Copy every line from the material below that holds "wash".

----------------------------------------

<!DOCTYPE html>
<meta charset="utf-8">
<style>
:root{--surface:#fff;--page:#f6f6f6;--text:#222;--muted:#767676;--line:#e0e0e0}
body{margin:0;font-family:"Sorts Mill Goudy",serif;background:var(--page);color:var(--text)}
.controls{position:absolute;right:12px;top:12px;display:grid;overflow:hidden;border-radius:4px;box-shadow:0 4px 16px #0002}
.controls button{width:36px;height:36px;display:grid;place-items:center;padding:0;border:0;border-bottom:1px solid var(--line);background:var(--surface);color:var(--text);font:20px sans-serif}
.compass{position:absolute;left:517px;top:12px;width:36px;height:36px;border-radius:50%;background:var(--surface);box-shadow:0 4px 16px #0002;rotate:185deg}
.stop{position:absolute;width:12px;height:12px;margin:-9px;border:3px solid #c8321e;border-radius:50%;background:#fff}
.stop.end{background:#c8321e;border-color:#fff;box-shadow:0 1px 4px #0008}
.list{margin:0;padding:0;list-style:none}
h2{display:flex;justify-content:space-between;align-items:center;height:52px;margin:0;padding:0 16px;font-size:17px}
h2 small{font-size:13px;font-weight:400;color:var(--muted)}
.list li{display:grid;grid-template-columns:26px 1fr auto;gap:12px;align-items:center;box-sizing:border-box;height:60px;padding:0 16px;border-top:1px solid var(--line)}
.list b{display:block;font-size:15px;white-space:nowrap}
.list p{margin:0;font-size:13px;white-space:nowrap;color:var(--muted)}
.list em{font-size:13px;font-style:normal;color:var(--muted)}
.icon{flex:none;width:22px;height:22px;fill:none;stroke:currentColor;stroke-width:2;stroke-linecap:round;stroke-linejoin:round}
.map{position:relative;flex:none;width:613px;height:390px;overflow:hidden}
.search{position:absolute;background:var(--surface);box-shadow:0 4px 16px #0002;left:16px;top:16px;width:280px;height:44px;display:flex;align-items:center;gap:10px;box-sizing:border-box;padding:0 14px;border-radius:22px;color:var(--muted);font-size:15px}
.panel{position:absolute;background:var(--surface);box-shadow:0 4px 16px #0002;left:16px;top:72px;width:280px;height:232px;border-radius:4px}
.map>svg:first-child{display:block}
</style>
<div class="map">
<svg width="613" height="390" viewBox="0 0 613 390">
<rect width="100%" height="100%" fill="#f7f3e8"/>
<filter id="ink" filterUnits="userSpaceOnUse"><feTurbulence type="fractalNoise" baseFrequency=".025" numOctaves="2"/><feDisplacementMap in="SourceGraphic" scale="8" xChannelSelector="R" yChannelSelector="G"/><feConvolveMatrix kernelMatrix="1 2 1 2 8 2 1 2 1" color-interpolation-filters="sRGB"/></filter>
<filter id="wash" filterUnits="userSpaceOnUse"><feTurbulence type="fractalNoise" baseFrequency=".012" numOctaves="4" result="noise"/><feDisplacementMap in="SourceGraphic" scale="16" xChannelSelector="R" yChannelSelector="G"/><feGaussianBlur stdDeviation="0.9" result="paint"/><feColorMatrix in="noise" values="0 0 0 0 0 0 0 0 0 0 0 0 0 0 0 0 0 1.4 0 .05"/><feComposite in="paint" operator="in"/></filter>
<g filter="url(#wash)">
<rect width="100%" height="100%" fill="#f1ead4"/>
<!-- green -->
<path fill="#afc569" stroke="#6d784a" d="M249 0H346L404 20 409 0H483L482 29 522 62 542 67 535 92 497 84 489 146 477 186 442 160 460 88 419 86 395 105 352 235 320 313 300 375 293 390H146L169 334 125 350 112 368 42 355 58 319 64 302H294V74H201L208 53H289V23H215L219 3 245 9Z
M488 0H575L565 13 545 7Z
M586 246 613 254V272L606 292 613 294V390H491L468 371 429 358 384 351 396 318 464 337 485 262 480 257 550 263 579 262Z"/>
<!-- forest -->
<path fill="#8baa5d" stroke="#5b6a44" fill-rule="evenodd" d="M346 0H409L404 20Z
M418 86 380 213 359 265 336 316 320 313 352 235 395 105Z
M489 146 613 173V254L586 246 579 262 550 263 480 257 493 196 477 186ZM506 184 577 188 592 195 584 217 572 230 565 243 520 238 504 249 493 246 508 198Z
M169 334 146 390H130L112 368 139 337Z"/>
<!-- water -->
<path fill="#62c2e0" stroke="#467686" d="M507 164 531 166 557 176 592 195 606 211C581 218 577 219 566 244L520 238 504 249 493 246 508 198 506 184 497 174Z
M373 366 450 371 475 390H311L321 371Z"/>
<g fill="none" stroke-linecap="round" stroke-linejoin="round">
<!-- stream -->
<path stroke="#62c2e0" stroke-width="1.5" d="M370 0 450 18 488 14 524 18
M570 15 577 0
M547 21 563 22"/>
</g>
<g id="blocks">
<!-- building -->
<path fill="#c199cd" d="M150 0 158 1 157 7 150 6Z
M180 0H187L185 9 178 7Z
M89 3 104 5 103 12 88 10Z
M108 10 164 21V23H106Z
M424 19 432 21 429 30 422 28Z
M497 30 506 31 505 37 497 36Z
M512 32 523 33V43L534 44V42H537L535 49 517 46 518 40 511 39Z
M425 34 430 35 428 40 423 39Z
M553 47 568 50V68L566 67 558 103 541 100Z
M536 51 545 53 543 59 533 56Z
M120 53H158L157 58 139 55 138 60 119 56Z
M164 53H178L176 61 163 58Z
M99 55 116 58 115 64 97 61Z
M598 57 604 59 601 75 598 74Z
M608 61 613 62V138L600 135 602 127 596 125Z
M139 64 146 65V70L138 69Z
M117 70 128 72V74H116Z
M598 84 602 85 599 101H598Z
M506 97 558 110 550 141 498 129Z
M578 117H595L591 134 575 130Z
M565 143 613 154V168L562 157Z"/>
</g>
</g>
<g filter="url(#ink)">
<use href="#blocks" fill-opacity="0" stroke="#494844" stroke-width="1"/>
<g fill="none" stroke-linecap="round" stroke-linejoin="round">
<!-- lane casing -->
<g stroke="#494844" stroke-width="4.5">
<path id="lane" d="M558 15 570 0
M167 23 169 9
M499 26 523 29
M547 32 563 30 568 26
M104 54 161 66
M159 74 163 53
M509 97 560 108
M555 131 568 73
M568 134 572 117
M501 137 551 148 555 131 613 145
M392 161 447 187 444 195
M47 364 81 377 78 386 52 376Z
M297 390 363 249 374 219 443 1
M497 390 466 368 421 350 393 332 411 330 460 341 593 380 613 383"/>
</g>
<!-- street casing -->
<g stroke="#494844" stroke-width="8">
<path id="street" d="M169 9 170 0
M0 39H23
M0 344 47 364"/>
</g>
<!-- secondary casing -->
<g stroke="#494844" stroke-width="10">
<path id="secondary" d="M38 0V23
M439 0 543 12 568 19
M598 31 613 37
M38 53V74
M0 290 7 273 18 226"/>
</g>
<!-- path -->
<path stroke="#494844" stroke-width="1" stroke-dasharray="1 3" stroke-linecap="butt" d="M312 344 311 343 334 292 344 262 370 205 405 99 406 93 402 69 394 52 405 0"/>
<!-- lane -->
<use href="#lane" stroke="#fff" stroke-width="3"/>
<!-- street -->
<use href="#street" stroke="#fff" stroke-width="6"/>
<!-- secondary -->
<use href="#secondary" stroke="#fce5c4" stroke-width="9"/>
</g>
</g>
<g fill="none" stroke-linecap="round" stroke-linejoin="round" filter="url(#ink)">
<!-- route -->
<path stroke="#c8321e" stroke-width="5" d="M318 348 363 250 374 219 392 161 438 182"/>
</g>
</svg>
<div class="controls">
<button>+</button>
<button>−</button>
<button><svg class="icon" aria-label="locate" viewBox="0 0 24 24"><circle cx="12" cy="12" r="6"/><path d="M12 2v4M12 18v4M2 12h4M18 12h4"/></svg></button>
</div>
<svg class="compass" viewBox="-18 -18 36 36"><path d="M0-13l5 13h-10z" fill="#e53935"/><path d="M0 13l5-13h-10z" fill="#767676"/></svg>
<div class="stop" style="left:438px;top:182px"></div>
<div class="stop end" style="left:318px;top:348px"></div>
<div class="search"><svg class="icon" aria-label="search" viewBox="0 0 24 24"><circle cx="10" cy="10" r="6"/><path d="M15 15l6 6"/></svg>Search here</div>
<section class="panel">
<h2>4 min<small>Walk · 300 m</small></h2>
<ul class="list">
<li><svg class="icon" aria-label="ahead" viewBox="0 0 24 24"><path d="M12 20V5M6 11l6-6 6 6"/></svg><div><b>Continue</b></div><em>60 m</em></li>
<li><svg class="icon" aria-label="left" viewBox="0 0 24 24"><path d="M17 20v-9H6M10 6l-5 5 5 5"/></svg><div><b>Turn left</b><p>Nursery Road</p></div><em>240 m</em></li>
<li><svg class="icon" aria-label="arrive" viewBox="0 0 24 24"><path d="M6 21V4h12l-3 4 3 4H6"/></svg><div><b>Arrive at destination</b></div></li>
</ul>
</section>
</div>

----------------------------------------

ANSWER SPACE -
<filter id="wash" filterUnits="userSpaceOnUse"><feTurbulence type="fractalNoise" baseFrequency=".012" numOctaves="4" result="noise"/><feDisplacementMap in="SourceGraphic" scale="16" xChannelSelector="R" yChannelSelector="G"/><feGaussianBlur stdDeviation="0.9" result="paint"/><feColorMatrix in="noise" values="0 0 0 0 0 0 0 0 0 0 0 0 0 0 0 0 0 1.4 0 .05"/><feComposite in="paint" operator="in"/></filter>
<g filter="url(#wash)">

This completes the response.